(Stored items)
........
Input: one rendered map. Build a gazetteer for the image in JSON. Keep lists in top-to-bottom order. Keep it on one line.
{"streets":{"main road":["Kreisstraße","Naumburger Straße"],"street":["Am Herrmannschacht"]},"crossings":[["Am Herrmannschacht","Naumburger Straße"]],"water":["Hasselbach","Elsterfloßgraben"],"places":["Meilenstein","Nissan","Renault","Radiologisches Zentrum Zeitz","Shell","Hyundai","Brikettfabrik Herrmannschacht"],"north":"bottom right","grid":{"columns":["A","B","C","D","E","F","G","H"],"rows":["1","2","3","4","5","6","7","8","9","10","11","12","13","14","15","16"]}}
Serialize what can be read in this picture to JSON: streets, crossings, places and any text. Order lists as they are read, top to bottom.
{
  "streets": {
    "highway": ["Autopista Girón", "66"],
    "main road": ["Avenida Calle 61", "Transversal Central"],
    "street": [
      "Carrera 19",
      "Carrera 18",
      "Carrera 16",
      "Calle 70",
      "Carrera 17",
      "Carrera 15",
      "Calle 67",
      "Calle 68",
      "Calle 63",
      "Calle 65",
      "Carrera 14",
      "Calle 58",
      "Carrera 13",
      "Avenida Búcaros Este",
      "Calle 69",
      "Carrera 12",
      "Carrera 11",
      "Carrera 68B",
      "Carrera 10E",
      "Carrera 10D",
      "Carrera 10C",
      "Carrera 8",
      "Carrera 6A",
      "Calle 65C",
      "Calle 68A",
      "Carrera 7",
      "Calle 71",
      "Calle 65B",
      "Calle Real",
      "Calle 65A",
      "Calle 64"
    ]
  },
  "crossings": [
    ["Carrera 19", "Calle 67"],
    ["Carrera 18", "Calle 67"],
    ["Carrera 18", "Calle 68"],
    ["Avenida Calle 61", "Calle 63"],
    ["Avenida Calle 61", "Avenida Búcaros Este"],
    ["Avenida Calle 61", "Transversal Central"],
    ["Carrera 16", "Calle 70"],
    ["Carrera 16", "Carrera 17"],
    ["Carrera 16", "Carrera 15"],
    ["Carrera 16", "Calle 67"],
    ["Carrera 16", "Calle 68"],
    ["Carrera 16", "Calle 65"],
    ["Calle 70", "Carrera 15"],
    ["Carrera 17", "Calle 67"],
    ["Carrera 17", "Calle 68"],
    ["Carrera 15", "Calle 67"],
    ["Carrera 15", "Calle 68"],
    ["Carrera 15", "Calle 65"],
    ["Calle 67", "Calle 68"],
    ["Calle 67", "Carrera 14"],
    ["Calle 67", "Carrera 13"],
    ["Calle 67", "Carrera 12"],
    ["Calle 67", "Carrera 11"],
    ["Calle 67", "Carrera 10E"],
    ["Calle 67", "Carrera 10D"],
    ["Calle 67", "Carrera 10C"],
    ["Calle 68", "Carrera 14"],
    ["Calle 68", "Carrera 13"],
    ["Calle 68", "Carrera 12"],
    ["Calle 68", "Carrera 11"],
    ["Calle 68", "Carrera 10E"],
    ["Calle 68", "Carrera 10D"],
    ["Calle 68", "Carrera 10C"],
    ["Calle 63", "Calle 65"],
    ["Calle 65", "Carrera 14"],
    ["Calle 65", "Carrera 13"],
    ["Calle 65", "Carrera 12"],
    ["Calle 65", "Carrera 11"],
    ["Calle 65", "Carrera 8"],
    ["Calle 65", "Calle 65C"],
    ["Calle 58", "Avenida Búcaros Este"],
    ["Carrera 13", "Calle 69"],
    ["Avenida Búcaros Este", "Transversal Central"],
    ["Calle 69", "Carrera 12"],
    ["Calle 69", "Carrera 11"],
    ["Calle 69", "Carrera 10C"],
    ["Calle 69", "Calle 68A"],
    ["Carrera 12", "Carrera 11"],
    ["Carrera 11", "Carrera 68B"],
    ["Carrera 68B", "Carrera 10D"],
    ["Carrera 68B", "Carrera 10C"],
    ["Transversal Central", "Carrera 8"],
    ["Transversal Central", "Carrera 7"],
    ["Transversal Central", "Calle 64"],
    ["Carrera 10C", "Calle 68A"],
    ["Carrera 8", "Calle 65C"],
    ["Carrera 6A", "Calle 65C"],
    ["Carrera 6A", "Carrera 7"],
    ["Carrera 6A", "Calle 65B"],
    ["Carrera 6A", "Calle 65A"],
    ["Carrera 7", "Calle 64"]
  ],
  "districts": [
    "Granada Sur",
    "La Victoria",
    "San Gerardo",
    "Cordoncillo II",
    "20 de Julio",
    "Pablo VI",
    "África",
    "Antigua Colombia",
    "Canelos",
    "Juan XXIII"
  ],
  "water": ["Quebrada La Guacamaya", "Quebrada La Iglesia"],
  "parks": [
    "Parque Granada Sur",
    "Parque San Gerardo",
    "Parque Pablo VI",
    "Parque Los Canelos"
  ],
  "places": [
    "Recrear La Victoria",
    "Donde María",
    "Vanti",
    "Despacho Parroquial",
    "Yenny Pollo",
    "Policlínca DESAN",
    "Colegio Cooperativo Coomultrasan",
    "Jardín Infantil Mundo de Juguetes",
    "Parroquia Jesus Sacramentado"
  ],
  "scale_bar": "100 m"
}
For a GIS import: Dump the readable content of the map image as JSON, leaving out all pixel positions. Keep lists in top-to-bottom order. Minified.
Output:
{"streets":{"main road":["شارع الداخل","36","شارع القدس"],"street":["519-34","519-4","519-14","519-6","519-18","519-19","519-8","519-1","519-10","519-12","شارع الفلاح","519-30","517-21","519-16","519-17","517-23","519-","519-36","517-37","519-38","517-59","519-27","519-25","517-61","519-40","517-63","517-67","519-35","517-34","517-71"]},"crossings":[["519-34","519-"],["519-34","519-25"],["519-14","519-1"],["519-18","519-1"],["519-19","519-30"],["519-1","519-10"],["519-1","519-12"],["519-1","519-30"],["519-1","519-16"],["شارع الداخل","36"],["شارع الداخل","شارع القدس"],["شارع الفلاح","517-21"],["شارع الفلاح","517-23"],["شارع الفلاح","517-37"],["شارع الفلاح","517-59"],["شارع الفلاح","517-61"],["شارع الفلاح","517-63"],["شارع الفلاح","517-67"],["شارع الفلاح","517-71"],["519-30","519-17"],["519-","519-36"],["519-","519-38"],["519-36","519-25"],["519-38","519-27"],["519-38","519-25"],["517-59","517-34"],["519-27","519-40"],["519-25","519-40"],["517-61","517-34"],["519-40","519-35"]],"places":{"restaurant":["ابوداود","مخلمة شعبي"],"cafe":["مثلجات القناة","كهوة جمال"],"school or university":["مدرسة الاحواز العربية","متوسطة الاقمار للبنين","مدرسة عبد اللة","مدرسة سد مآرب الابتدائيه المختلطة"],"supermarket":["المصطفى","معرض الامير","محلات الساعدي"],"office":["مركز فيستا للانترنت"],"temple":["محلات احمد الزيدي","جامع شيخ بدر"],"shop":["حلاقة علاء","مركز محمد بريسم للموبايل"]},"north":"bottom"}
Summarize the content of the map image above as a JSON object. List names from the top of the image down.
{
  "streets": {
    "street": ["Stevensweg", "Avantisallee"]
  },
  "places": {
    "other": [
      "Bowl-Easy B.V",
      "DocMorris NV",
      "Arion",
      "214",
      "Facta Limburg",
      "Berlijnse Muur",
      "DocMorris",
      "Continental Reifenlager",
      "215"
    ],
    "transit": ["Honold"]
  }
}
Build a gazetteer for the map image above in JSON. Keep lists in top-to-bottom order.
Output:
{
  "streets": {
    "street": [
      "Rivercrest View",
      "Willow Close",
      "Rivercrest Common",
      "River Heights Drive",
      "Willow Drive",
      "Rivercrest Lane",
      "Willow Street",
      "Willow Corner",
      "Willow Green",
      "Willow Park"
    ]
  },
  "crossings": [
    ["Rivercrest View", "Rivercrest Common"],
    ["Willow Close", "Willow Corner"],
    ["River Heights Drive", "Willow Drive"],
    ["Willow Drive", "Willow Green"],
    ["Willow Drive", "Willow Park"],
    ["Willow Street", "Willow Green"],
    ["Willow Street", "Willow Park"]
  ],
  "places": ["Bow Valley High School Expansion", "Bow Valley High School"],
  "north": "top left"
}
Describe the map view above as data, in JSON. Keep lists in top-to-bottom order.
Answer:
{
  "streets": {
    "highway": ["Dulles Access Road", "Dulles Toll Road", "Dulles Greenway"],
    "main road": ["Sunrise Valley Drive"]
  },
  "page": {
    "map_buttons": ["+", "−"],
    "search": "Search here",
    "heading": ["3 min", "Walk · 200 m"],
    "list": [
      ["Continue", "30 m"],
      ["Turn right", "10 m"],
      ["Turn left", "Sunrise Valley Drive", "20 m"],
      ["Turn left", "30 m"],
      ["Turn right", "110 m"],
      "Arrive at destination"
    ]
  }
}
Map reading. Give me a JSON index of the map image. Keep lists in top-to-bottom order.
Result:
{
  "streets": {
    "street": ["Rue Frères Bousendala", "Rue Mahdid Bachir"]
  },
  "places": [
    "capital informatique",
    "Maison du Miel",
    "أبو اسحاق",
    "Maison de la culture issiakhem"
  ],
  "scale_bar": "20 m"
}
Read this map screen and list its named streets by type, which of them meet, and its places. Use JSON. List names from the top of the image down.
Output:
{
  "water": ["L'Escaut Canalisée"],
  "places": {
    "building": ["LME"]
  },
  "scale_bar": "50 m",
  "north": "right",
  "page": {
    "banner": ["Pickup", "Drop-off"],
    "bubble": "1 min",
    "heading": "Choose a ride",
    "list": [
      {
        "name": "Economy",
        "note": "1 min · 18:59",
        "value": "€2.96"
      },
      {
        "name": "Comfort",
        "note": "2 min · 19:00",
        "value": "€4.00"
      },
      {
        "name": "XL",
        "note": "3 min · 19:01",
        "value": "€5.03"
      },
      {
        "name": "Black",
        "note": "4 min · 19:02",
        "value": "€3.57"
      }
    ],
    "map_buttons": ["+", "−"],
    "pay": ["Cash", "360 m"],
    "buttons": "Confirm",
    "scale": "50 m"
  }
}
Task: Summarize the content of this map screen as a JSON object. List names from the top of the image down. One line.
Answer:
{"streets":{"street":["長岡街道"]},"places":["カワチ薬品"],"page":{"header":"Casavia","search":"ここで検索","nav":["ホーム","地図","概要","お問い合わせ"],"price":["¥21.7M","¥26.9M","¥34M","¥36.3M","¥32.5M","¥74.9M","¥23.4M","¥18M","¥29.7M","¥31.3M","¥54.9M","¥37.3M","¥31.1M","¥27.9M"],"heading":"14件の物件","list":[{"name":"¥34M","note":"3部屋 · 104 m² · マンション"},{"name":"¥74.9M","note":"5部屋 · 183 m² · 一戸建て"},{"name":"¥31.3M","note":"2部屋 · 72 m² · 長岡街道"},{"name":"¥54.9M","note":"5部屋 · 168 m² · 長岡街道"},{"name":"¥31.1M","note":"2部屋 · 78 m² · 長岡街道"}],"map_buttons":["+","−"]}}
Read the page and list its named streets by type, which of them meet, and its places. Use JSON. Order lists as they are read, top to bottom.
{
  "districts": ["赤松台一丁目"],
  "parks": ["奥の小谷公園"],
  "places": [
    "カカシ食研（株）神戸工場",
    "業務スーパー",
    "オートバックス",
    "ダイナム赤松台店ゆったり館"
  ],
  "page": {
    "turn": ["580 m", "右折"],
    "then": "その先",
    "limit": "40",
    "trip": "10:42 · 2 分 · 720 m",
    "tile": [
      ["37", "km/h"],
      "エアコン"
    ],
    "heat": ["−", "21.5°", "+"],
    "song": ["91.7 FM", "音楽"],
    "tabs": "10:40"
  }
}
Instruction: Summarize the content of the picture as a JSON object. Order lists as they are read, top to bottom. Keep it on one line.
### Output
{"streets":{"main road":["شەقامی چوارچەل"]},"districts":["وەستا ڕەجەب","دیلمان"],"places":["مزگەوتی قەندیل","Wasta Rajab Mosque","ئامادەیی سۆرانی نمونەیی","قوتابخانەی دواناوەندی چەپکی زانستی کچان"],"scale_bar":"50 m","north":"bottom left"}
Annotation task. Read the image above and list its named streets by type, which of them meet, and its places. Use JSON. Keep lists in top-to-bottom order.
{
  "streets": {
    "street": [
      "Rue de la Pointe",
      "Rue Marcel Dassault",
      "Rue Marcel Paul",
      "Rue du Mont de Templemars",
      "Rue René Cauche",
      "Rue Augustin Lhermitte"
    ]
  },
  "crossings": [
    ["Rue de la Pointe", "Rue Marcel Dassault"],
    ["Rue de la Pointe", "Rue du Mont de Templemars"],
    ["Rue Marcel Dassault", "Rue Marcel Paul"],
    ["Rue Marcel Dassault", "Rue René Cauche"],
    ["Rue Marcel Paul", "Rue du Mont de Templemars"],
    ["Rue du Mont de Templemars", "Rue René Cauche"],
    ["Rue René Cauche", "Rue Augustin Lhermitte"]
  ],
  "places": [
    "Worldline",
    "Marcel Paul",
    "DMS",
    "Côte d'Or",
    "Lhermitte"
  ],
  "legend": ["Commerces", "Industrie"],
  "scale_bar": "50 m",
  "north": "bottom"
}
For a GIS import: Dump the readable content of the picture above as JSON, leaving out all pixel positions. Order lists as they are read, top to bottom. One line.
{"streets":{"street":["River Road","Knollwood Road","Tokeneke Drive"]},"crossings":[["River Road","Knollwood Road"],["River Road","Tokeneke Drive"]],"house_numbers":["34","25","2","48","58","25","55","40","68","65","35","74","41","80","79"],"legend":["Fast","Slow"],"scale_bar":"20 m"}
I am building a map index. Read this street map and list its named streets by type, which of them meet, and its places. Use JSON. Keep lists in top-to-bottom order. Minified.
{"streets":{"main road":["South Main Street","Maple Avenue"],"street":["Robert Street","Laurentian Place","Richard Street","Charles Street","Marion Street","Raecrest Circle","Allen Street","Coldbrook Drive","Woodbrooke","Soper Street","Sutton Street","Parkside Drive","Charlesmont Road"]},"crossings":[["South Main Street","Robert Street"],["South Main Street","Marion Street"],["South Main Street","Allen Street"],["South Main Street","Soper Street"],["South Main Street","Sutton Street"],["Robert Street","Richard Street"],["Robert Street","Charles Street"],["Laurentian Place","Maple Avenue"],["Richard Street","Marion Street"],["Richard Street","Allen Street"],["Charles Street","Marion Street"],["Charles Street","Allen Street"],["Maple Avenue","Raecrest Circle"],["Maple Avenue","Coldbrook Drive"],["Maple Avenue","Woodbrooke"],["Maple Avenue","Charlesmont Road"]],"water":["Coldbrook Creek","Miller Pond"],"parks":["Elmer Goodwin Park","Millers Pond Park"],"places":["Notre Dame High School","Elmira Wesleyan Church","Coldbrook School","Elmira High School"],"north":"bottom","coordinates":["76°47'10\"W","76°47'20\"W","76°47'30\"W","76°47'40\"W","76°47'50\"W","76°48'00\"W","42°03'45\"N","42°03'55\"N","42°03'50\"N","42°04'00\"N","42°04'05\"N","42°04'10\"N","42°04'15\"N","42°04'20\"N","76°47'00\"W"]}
........
> **What is expected**
Which lines run from the one containing "For a GIS import: Dump the readable content of the picture" to the end of the records? Transcribe exactly those, both ends included.

> **Final answer**
For a GIS import: Dump the readable content of the picture above as JSON, leaving out all pixel positions. Order lists as they are read, top to bottom. One line.
{"streets":{"street":["River Road","Knollwood Road","Tokeneke Drive"]},"crossings":[["River Road","Knollwood Road"],["River Road","Tokeneke Drive"]],"house_numbers":["34","25","2","48","58","25","55","40","68","65","35","74","41","80","79"],"legend":["Fast","Slow"],"scale_bar":"20 m"}
I am building a map index. Read this street map and list its named streets by type, which of them meet, and its places. Use JSON. Keep lists in top-to-bottom order. Minified.
{"streets":{"main road":["South Main Street","Maple Avenue"],"street":["Robert Street","Laurentian Place","Richard Street","Charles Street","Marion Street","Raecrest Circle","Allen Street","Coldbrook Drive","Woodbrooke","Soper Street","Sutton Street","Parkside Drive","Charlesmont Road"]},"crossings":[["South Main Street","Robert Street"],["South Main Street","Marion Street"],["South Main Street","Allen Street"],["South Main Street","Soper Street"],["South Main Street","Sutton Street"],["Robert Street","Richard Street"],["Robert Street","Charles Street"],["Laurentian Place","Maple Avenue"],["Richard Street","Marion Street"],["Richard Street","Allen Street"],["Charles Street","Marion Street"],["Charles Street","Allen Street"],["Maple Avenue","Raecrest Circle"],["Maple Avenue","Coldbrook Drive"],["Maple Avenue","Woodbrooke"],["Maple Avenue","Charlesmont Road"]],"water":["Coldbrook Creek","Miller Pond"],"parks":["Elmer Goodwin Park","Millers Pond Park"],"places":["Notre Dame High School","Elmira Wesleyan Church","Coldbrook School","Elmira High School"],"north":"bottom","coordinates":["76°47'10\"W","76°47'20\"W","76°47'30\"W","76°47'40\"W","76°47'50\"W","76°48'00\"W","42°03'45\"N","42°03'55\"N","42°03'50\"N","42°04'00\"N","42°04'05\"N","42°04'10\"N","42°04'15\"N","42°04'20\"N","76°47'00\"W"]}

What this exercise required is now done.